WHAT IS EXPECTED:
The lines to be extracted run from the start of the listing through the line containing "Map reading. Serialize"; copy them exactly and nothing else.

DATA FOR PROCESSING:
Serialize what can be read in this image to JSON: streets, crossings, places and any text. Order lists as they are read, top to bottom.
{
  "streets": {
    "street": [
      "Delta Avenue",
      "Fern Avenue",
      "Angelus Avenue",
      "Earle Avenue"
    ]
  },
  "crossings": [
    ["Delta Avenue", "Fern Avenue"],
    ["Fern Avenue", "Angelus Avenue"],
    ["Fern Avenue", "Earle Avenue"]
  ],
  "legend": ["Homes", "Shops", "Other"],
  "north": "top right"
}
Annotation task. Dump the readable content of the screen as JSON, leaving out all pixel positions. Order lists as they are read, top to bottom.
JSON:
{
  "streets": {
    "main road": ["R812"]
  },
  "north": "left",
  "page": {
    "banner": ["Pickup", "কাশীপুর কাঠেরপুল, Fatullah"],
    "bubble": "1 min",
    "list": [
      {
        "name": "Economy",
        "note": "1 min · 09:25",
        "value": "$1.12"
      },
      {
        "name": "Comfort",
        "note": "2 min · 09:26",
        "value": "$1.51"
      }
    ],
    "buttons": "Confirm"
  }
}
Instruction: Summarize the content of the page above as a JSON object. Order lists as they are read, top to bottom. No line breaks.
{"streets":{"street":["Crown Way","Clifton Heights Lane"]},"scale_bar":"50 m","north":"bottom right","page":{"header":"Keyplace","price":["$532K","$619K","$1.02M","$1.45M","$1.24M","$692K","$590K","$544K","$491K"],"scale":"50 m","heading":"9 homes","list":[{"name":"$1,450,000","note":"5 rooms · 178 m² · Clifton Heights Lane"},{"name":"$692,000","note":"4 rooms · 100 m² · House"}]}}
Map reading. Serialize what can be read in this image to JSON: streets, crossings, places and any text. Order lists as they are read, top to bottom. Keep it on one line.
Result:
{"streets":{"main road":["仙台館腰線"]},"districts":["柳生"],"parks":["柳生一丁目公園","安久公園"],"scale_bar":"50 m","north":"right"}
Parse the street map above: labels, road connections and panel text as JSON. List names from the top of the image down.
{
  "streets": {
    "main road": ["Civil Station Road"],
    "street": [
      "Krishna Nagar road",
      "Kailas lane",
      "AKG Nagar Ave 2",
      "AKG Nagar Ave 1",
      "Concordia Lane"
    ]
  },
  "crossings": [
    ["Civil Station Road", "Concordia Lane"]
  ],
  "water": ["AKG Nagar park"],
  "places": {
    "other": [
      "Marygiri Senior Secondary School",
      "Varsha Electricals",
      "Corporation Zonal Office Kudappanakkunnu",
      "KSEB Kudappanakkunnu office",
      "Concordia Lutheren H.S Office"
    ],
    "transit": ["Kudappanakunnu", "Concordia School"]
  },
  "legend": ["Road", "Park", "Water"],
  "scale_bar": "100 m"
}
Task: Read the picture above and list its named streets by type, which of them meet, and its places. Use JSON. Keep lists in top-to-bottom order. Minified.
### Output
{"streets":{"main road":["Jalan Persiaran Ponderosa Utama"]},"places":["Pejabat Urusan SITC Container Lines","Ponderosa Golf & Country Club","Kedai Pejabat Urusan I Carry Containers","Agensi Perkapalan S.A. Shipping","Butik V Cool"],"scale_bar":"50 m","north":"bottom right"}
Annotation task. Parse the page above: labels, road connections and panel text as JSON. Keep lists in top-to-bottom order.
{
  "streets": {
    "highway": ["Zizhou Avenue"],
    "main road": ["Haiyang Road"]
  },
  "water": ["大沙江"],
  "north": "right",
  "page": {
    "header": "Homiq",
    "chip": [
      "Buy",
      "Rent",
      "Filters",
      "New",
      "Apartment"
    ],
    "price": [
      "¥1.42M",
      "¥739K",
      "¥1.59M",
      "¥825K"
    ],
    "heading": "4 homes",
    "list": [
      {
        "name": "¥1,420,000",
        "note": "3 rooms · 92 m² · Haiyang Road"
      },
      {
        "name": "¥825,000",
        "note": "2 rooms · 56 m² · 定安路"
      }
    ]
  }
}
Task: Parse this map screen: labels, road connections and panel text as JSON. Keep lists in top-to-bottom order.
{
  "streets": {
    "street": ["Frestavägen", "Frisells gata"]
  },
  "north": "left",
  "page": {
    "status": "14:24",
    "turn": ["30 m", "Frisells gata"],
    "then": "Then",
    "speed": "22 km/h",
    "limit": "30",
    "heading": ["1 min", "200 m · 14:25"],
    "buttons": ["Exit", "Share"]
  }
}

REPLY TO THE EXERCISE:
Serialize what can be read in this image to JSON: streets, crossings, places and any text. Order lists as they are read, top to bottom.
{
  "streets": {
    "street": [
      "Delta Avenue",
      "Fern Avenue",
      "Angelus Avenue",
      "Earle Avenue"
    ]
  },
  "crossings": [
    ["Delta Avenue", "Fern Avenue"],
    ["Fern Avenue", "Angelus Avenue"],
    ["Fern Avenue", "Earle Avenue"]
  ],
  "legend": ["Homes", "Shops", "Other"],
  "north": "top right"
}
Annotation task. Dump the readable content of the screen as JSON, leaving out all pixel positions. Order lists as they are read, top to bottom.
JSON:
{
  "streets": {
    "main road": ["R812"]
  },
  "north": "left",
  "page": {
    "banner": ["Pickup", "কাশীপুর কাঠেরপুল, Fatullah"],
    "bubble": "1 min",
    "list": [
      {
        "name": "Economy",
        "note": "1 min · 09:25",
        "value": "$1.12"
      },
      {
        "name": "Comfort",
        "note": "2 min · 09:26",
        "value": "$1.51"
      }
    ],
    "buttons": "Confirm"
  }
}
Instruction: Summarize the content of the page above as a JSON object. Order lists as they are read, top to bottom. No line breaks.
{"streets":{"street":["Crown Way","Clifton Heights Lane"]},"scale_bar":"50 m","north":"bottom right","page":{"header":"Keyplace","price":["$532K","$619K","$1.02M","$1.45M","$1.24M","$692K","$590K","$544K","$491K"],"scale":"50 m","heading":"9 homes","list":[{"name":"$1,450,000","note":"5 rooms · 178 m² · Clifton Heights Lane"},{"name":"$692,000","note":"4 rooms · 100 m² · House"}]}}
Map reading. Serialize what can be read in this image to JSON: streets, crossings, places and any text. Order lists as they are read, top to bottom. Keep it on one line.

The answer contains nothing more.